> WHAT NEEDS TO BE DONE: Your task is to reproduce the entries below word for word.

> TASK DATA:
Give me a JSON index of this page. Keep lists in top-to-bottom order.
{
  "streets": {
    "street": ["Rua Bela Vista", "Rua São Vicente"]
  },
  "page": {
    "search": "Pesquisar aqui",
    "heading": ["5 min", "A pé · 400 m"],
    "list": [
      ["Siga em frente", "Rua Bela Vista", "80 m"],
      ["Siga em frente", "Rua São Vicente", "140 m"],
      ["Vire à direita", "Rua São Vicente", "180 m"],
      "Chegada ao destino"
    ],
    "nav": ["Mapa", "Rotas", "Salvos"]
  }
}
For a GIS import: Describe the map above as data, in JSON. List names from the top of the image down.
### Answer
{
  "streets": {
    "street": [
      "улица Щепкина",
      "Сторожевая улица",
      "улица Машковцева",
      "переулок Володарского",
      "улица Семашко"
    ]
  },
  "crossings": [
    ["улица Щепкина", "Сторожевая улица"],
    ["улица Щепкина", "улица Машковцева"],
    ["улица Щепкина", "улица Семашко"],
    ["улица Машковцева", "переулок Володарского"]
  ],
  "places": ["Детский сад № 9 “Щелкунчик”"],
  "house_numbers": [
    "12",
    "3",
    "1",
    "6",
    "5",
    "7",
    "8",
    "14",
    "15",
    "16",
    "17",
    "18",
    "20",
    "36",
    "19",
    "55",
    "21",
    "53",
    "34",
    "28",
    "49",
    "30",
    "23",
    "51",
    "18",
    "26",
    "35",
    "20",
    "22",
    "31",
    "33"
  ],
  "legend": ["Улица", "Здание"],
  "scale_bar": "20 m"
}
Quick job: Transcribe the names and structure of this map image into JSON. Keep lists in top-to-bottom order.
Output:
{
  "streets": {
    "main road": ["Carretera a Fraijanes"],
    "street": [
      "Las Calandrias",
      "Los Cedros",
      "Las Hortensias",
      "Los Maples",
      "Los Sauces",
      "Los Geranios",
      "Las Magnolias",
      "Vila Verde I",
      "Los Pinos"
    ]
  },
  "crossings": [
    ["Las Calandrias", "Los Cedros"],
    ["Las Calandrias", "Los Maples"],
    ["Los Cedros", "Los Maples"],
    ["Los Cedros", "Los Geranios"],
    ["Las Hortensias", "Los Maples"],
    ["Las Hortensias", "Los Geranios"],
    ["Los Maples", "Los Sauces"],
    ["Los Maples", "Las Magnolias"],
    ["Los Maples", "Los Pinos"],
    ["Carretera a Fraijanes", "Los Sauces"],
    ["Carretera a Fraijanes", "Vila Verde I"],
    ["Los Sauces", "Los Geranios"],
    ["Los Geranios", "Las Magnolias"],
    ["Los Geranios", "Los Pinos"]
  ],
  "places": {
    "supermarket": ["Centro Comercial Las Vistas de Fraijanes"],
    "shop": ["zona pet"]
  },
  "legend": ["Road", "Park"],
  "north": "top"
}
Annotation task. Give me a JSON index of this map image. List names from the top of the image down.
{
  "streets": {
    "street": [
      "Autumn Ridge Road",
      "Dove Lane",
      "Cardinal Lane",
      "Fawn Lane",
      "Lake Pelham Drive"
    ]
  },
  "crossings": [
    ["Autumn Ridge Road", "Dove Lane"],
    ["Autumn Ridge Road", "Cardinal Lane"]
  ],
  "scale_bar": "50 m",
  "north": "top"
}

> EXERCISE RESULT:
Give me a JSON index of this page. Keep lists in top-to-bottom order.
{
  "streets": {
    "street": ["Rua Bela Vista", "Rua São Vicente"]
  },
  "page": {
    "search": "Pesquisar aqui",
    "heading": ["5 min", "A pé · 400 m"],
    "list": [
      ["Siga em frente", "Rua Bela Vista", "80 m"],
      ["Siga em frente", "Rua São Vicente", "140 m"],
      ["Vire à direita", "Rua São Vicente", "180 m"],
      "Chegada ao destino"
    ],
    "nav": ["Mapa", "Rotas", "Salvos"]
  }
}
For a GIS import: Describe the map above as data, in JSON. List names from the top of the image down.
### Answer
{
  "streets": {
    "street": [
      "улица Щепкина",
      "Сторожевая улица",
      "улица Машковцева",
      "переулок Володарского",
      "улица Семашко"
    ]
  },
  "crossings": [
    ["улица Щепкина", "Сторожевая улица"],
    ["улица Щепкина", "улица Машковцева"],
    ["улица Щепкина", "улица Семашко"],
    ["улица Машковцева", "переулок Володарского"]
  ],
  "places": ["Детский сад № 9 “Щелкунчик”"],
  "house_numbers": [
    "12",
    "3",
    "1",
    "6",
    "5",
    "7",
    "8",
    "14",
    "15",
    "16",
    "17",
    "18",
    "20",
    "36",
    "19",
    "55",
    "21",
    "53",
    "34",
    "28",
    "49",
    "30",
    "23",
    "51",
    "18",
    "26",
    "35",
    "20",
    "22",
    "31",
    "33"
  ],
  "legend": ["Улица", "Здание"],
  "scale_bar": "20 m"
}
Quick job: Transcribe the names and structure of this map image into JSON. Keep lists in top-to-bottom order.
Output:
{
  "streets": {
    "main road": ["Carretera a Fraijanes"],
    "street": [
      "Las Calandrias",
      "Los Cedros",
      "Las Hortensias",
      "Los Maples",
      "Los Sauces",
      "Los Geranios",
      "Las Magnolias",
      "Vila Verde I",
      "Los Pinos"
    ]
  },
  "crossings": [
    ["Las Calandrias", "Los Cedros"],
    ["Las Calandrias", "Los Maples"],
    ["Los Cedros", "Los Maples"],
    ["Los Cedros", "Los Geranios"],
    ["Las Hortensias", "Los Maples"],
    ["Las Hortensias", "Los Geranios"],
    ["Los Maples", "Los Sauces"],
    ["Los Maples", "Las Magnolias"],
    ["Los Maples", "Los Pinos"],
    ["Carretera a Fraijanes", "Los Sauces"],
    ["Carretera a Fraijanes", "Vila Verde I"],
    ["Los Sauces", "Los Geranios"],
    ["Los Geranios", "Las Magnolias"],
    ["Los Geranios", "Los Pinos"]
  ],
  "places": {
    "supermarket": ["Centro Comercial Las Vistas de Fraijanes"],
    "shop": ["zona pet"]
  },
  "legend": ["Road", "Park"],
  "north": "top"
}
Annotation task. Give me a JSON index of this map image. List names from the top of the image down.
{
  "streets": {
    "street": [
      "Autumn Ridge Road",
      "Dove Lane",
      "Cardinal Lane",
      "Fawn Lane",
      "Lake Pelham Drive"
    ]
  },
  "crossings": [
    ["Autumn Ridge Road", "Dove Lane"],
    ["Autumn Ridge Road", "Cardinal Lane"]
  ],
  "scale_bar": "50 m",
  "north": "top"
}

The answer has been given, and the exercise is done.